Task: Go through the data and report how many lines include the word "this", giving only the number.
(Beginning of Information shown)
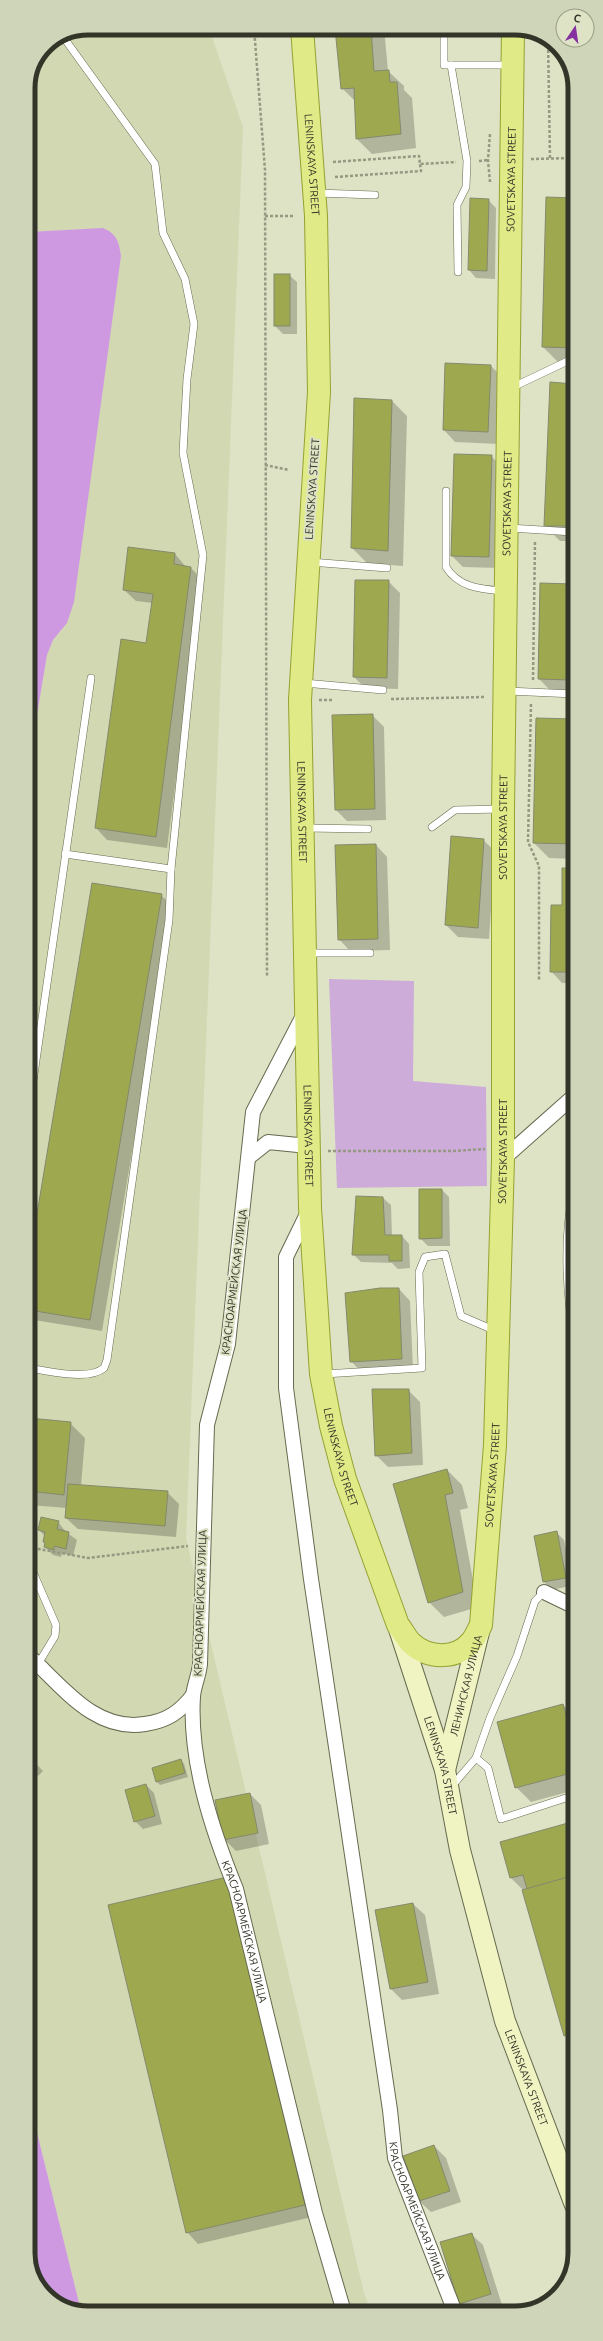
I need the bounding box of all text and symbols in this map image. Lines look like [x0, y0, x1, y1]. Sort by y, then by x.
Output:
(End of Information shown)
(Beginning of Information shown)
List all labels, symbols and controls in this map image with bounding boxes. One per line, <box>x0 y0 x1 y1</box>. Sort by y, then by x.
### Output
(End of Information shown)
Completed task: 2